Do you swear to yell the truth, the hole truth?
George Simons
Creator and Editor of diversophy?. Consulting, training in IC communication & negotiation
We are awash in unwashed talk waiting to be bleached. Long before Lenny Bruce expressed and acted out, “Swear to Tell the Truth,” Mark Twain had observed, "Under certain circumstances, urgent circumstances, desperate circumstances, profanity provides a relief denied even to prayer."
In my generation, it was guy talk, whether in the White House or on a construction site. Four-letter expletives were preferred adjectives for almost anything, to express disgust, dislike or even positive amazement. Today, they dominate pop and rap and are common in the slang of lasses as well as lads.
More than a decade ago, working in Indonesia, I was taken aback when the 16 year-old woman collegian, a soft-spoken soul, who was tutoring me in Bahasa, pointed to the inept street maneuver of a passing driver by turning to me and saying, “Did you see what that f..ker just did?” Astonished, I gently asked, “Nita, where did you learn that word?” “US movies,” she responded. Nuff said!
Certainly, becoming commonplace will shortly eviscerate obscenities of their verbal gutsiness and we will need new sacred or sexual norms to violate for emphasizing what we want to propose or protest.
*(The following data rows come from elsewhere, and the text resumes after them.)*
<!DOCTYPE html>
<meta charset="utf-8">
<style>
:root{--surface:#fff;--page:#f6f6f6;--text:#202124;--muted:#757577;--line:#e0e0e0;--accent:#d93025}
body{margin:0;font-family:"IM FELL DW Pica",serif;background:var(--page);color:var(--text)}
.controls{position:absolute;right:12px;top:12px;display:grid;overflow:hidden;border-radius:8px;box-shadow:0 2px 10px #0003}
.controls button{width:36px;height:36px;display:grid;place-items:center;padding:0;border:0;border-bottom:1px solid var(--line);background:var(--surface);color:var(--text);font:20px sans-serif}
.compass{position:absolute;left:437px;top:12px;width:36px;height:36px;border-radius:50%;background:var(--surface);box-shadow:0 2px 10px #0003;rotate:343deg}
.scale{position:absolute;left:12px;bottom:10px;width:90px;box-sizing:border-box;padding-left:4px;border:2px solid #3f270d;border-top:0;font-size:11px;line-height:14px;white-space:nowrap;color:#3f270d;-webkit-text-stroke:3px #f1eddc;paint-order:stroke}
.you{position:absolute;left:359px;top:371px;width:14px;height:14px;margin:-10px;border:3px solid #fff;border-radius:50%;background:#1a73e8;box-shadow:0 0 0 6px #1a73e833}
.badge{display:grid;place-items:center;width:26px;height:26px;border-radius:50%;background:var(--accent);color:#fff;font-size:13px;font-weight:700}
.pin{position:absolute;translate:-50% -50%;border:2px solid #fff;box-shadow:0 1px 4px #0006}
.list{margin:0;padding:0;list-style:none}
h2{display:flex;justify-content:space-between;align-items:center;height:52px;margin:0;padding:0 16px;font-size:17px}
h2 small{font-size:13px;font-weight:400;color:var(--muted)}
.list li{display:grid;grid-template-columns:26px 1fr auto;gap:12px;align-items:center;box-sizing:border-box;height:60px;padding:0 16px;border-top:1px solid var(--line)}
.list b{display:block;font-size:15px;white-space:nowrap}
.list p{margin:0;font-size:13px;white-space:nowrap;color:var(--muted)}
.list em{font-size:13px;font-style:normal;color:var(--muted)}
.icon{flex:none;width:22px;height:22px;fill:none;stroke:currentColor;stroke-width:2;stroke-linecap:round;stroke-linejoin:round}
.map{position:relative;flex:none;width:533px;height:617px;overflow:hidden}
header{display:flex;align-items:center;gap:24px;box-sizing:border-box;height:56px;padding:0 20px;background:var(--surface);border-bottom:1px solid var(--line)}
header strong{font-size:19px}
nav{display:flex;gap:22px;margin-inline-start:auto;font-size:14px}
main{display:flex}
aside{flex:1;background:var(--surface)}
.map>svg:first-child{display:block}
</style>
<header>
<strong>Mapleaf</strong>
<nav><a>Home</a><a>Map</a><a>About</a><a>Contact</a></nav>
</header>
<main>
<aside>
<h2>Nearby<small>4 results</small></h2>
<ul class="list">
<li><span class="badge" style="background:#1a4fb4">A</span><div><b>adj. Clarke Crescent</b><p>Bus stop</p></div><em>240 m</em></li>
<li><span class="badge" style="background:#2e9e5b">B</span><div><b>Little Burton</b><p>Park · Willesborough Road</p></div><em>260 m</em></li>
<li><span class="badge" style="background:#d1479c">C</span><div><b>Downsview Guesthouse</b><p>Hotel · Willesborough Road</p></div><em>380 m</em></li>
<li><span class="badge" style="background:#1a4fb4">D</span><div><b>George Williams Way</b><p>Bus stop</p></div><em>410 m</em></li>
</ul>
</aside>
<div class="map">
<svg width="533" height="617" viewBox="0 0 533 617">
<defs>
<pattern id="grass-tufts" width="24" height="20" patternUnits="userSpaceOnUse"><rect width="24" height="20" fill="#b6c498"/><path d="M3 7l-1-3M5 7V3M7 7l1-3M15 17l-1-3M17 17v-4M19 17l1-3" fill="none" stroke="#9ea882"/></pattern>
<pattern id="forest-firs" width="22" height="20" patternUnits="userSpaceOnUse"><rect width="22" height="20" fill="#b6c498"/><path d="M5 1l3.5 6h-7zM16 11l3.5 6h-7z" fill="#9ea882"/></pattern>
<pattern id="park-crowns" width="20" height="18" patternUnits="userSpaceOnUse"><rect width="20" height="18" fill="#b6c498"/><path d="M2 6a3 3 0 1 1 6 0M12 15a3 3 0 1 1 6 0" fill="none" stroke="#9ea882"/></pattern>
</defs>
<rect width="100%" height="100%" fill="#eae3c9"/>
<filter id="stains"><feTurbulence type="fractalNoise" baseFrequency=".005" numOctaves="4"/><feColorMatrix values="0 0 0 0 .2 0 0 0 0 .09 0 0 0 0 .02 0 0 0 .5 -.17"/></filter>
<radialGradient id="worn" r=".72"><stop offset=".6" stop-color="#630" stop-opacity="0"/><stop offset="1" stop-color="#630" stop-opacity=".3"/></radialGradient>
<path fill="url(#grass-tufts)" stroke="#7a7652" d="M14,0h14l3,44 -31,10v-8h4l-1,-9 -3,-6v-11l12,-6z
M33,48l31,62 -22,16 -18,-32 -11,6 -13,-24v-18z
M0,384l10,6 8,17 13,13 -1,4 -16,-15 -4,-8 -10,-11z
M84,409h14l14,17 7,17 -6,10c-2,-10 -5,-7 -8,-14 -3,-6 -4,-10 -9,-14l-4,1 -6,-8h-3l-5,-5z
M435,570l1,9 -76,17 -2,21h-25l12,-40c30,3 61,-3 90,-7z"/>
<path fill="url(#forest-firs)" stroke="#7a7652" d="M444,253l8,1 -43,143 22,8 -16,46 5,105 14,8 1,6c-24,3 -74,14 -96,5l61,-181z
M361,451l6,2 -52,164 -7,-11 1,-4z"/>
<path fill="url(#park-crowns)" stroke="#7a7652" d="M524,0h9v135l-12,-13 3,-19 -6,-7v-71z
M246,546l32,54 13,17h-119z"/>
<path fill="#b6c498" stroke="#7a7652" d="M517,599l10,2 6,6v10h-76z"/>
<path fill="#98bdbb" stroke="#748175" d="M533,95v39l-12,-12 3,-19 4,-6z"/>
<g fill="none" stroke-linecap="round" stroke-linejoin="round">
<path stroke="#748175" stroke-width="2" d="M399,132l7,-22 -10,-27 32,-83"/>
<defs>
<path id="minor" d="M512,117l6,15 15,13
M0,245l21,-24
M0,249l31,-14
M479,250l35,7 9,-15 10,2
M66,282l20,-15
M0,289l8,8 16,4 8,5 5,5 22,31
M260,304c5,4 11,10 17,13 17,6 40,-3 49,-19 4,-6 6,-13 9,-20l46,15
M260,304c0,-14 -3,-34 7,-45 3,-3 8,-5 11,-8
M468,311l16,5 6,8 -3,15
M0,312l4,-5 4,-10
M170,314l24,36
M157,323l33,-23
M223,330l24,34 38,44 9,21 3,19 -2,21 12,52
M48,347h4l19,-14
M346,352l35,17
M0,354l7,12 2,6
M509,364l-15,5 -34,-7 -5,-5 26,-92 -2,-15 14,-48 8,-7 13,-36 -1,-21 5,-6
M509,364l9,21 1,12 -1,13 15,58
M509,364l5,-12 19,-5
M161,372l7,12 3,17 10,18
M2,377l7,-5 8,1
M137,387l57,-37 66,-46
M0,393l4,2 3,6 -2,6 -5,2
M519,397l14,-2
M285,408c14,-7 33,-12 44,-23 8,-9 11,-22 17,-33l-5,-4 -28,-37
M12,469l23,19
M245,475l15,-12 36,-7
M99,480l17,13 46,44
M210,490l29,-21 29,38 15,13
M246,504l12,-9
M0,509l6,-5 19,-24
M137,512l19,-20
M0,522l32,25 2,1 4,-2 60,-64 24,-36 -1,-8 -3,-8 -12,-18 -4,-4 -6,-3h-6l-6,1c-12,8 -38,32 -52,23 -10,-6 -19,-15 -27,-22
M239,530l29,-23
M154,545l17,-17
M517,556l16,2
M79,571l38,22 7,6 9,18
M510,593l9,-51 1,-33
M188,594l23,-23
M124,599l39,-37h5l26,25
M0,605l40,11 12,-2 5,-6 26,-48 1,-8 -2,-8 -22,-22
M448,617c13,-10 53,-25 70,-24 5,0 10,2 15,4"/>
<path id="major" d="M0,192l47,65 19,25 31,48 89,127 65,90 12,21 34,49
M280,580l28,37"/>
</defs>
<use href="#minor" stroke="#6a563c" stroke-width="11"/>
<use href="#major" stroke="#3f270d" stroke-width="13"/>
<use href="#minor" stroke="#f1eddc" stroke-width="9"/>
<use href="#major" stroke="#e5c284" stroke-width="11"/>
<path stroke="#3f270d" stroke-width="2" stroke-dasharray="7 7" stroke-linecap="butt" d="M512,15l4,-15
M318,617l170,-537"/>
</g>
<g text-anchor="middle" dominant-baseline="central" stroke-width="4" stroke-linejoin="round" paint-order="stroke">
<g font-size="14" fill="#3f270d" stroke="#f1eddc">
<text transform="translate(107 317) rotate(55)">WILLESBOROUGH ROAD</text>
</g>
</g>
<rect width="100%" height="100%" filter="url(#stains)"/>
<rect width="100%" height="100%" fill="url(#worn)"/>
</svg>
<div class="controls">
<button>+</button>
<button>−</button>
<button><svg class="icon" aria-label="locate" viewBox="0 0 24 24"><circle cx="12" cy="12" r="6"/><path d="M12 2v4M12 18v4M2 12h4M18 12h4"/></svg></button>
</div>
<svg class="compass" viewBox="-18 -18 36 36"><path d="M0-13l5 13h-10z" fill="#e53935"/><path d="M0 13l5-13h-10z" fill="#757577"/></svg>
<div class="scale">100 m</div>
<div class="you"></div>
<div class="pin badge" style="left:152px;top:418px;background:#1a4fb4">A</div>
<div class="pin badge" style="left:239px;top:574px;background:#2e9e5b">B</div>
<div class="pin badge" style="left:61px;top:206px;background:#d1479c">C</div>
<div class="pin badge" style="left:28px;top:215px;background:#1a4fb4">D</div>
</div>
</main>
I remain curious as to whether this trend is as strong in other languages beyond English, though I observe that it now salts the linguistic fare of many of my ESL speaking students from abroad.
Linguist
5 年George, I'm glad you brought this up. It has caused me to think about 3 main situations I come across in intercultural education. The first, is something called "semantic bleaching" where certain terms lose potency due to overuse. Another tendency is that non-native speakers often don't have the socio-historic/emotional connection to profanity and swearing just doesn't feel as visceral using words that could make native speakers wince. Lastly, there are people who simply lack the lexicon to find a better word. It has been said that "profanity is the effort of a feeble brain to express itself forcibly." (Spencer Kimball)?